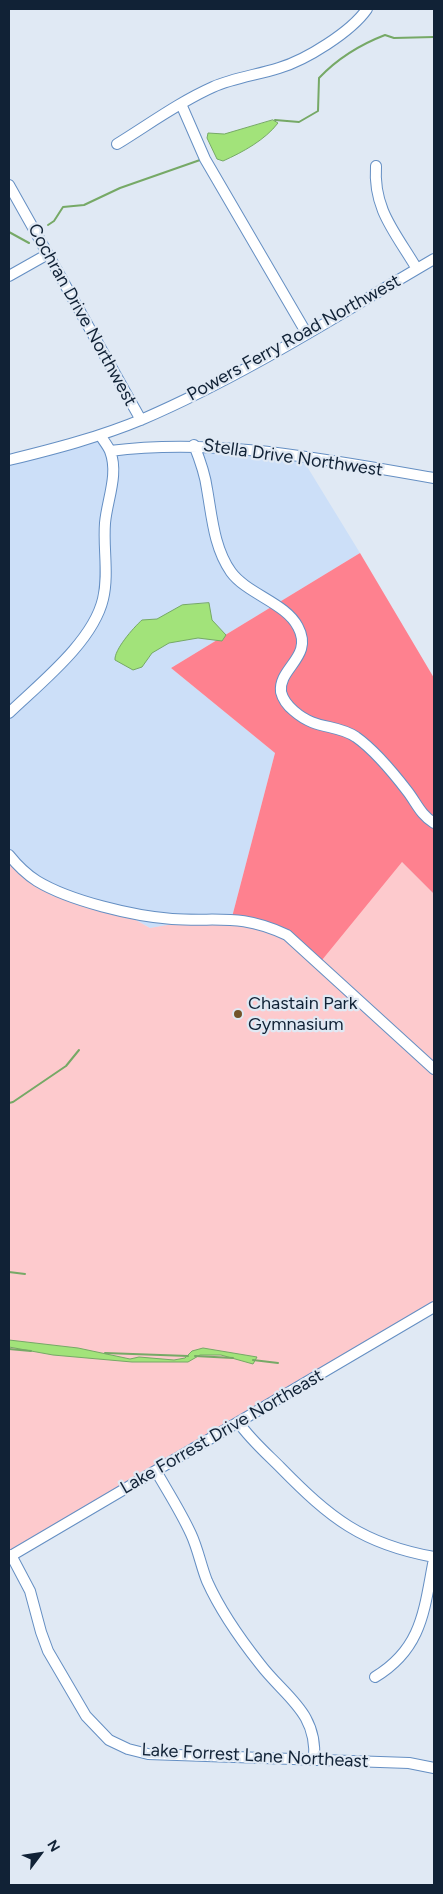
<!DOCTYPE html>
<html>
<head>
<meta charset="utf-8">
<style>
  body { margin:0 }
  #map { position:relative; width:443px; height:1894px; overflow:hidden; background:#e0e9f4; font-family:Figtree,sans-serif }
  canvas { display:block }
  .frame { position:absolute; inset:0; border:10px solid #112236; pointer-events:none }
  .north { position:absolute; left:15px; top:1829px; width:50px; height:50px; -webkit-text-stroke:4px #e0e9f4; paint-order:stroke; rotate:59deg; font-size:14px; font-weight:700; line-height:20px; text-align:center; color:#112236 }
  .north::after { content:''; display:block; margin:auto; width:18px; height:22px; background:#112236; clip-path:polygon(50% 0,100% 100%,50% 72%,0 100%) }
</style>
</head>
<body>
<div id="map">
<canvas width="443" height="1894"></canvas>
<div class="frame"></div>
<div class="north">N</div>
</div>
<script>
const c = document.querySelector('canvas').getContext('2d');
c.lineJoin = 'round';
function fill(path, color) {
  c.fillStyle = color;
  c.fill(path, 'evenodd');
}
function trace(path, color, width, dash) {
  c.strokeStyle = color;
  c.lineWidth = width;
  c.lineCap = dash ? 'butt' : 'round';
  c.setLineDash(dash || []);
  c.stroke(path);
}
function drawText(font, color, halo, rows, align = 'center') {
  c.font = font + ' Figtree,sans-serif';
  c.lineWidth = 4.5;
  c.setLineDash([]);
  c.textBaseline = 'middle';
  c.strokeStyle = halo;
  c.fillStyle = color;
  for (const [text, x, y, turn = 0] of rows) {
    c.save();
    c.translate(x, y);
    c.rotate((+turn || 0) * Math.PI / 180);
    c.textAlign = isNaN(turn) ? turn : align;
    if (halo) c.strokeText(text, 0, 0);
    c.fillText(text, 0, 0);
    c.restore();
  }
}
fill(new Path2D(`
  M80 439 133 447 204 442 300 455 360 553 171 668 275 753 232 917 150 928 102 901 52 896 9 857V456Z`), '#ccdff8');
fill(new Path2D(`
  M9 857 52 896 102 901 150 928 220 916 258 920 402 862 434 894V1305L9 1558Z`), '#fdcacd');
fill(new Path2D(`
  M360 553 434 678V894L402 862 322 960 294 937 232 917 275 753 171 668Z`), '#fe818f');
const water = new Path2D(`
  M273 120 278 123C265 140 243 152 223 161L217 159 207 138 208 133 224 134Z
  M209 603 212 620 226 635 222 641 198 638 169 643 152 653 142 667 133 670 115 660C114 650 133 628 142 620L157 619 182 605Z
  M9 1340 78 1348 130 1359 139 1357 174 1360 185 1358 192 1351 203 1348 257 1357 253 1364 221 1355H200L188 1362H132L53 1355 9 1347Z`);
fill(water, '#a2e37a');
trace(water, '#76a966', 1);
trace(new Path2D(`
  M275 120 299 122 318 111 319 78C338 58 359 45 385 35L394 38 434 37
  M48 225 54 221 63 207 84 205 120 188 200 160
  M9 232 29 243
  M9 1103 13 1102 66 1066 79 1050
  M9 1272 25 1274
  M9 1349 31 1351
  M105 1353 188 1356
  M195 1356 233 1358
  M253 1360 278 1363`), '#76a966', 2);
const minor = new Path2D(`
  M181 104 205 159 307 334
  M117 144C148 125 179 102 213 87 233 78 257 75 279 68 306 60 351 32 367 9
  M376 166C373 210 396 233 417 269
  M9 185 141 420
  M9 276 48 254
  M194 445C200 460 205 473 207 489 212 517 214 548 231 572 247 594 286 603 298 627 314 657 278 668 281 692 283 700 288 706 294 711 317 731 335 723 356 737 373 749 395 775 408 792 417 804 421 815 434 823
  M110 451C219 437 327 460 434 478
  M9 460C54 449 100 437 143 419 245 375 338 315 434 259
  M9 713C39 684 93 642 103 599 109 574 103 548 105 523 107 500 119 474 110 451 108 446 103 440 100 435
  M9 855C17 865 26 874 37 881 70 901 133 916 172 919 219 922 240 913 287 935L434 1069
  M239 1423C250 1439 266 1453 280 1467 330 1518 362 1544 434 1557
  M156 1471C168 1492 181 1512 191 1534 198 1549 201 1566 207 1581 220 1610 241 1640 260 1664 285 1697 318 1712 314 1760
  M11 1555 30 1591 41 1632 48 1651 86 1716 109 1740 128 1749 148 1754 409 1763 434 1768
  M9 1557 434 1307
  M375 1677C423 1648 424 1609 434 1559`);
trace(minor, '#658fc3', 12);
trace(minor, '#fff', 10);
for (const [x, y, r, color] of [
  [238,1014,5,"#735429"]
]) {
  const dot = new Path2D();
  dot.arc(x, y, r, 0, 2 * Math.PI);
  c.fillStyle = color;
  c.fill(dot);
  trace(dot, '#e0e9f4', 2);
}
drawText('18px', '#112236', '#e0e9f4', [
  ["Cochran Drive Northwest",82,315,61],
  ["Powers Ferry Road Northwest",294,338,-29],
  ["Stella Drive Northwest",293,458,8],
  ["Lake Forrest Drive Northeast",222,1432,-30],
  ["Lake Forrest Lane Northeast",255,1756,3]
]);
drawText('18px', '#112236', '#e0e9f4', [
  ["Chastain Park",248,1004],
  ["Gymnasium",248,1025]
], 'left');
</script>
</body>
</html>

..........

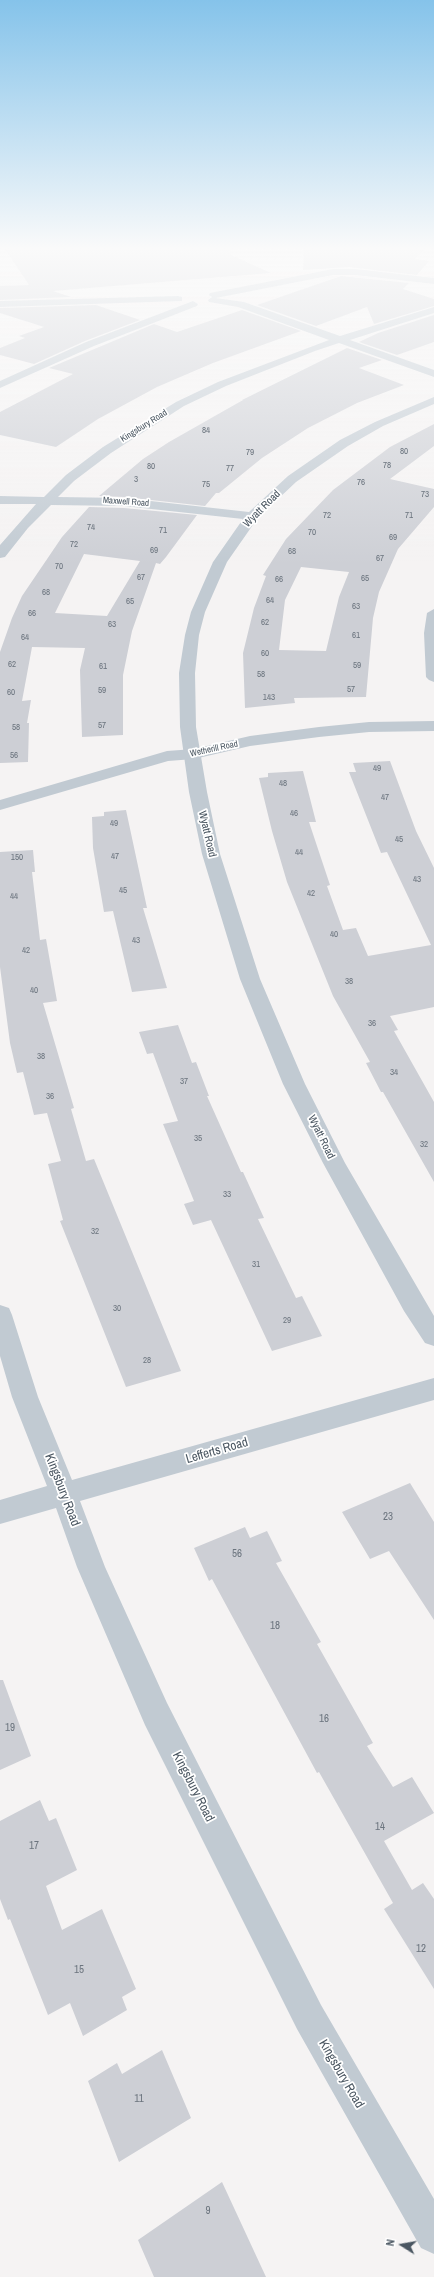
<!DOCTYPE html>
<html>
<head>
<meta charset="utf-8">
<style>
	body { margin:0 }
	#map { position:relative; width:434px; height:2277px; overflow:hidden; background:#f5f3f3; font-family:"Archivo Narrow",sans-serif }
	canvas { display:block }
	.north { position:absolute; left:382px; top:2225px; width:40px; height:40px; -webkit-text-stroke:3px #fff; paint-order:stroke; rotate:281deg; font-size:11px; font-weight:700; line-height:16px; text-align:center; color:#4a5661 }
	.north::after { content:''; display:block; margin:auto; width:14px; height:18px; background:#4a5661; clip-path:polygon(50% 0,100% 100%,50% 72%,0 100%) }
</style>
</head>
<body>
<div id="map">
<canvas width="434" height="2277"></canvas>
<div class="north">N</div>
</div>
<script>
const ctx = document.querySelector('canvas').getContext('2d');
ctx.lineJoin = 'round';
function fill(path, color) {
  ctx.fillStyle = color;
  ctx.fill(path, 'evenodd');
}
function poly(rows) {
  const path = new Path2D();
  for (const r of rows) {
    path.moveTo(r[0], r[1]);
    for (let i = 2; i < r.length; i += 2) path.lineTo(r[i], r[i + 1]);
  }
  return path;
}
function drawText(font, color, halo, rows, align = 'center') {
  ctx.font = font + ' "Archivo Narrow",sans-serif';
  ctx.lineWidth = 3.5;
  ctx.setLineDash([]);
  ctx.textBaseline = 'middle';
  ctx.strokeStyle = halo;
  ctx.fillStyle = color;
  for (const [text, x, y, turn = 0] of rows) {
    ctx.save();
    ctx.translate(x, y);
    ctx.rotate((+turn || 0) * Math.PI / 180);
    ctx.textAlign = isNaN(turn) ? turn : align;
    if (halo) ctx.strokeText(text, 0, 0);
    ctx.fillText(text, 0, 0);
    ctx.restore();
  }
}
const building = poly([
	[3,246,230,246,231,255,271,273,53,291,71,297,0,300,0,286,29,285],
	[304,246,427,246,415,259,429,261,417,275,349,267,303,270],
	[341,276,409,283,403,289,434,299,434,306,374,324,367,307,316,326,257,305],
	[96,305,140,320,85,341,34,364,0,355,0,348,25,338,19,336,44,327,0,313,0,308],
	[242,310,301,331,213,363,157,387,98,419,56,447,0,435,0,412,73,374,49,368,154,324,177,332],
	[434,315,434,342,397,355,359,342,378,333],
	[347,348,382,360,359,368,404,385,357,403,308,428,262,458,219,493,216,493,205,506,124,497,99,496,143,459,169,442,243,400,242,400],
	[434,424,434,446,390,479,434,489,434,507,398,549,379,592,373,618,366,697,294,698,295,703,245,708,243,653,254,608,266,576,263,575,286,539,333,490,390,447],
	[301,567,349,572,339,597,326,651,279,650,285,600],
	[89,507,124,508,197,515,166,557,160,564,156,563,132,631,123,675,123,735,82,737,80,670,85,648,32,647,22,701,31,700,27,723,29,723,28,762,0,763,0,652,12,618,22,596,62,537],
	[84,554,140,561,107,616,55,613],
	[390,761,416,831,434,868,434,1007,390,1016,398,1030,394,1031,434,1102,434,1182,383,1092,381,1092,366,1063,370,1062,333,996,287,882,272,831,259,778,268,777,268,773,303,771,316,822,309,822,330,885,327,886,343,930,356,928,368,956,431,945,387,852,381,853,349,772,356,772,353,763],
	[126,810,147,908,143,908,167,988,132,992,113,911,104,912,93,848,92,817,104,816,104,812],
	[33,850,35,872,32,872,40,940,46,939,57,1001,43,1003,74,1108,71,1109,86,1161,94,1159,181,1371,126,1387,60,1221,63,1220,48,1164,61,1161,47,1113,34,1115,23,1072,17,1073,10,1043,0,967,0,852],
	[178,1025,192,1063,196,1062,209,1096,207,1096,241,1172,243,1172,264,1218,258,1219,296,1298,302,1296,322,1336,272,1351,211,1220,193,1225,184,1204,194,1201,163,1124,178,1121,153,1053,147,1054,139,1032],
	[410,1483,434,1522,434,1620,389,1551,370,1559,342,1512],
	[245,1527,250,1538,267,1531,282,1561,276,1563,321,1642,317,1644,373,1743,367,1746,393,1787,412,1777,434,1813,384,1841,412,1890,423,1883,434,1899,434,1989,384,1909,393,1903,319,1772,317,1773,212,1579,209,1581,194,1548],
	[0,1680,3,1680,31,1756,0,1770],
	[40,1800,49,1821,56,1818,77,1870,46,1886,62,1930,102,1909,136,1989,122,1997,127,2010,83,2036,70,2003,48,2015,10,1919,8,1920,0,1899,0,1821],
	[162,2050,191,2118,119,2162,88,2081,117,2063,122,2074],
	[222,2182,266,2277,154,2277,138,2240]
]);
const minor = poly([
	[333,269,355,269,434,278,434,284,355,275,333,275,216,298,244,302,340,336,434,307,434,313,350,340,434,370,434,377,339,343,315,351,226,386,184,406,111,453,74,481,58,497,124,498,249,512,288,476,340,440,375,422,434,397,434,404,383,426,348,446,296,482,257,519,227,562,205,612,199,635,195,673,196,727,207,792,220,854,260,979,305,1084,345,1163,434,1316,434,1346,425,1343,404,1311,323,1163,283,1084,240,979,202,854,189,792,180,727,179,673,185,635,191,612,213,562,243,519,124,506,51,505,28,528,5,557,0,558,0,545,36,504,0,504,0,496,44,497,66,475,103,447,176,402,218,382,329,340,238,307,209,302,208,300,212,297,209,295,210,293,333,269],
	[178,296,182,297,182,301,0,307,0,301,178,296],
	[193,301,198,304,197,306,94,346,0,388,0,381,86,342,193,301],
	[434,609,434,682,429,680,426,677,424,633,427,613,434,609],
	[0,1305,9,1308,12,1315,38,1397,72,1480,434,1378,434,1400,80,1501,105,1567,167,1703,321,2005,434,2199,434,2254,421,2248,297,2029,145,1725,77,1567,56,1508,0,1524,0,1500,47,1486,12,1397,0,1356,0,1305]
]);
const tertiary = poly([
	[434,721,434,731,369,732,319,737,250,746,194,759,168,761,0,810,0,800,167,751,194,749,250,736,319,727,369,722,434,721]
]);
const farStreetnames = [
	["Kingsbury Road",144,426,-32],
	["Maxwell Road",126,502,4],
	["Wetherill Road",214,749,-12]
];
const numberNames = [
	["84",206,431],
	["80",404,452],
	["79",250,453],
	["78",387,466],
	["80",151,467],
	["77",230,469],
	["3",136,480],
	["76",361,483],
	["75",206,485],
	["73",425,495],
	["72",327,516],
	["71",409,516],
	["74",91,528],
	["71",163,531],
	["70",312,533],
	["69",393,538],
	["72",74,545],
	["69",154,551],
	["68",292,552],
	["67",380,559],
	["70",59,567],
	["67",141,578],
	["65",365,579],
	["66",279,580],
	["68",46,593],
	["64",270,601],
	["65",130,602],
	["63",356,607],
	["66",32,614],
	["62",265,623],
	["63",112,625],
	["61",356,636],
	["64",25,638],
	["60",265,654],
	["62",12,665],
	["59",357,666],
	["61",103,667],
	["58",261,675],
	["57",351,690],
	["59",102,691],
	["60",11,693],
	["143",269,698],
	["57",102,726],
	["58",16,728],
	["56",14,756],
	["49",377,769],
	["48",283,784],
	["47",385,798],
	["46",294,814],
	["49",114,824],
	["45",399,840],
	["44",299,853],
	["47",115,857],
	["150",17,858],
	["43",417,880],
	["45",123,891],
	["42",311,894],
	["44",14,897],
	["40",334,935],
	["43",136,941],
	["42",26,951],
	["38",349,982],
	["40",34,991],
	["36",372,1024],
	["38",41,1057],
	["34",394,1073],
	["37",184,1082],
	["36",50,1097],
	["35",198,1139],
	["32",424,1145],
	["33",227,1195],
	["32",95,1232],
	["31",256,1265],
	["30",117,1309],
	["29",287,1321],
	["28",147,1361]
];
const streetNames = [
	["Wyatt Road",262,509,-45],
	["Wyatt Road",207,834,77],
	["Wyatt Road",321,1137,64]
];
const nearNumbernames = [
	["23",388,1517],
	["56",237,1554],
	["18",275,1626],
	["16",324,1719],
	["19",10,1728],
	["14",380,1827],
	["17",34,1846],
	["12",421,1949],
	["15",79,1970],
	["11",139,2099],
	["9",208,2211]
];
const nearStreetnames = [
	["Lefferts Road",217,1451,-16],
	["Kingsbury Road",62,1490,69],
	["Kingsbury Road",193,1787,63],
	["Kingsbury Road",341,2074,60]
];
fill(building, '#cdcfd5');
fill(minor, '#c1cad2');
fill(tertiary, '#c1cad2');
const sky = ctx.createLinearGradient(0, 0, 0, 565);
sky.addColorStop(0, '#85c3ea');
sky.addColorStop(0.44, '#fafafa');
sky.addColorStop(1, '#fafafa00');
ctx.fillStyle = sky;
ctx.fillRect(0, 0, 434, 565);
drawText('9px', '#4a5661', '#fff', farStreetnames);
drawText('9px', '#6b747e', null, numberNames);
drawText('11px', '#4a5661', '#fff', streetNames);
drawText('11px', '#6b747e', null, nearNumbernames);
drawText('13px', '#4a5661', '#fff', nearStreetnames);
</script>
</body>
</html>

..........

▶ Exercise aim:
Of the lines in the listing above, count those containing the word "isNaN", and state the count alone.

▶ Answer to this problem:
2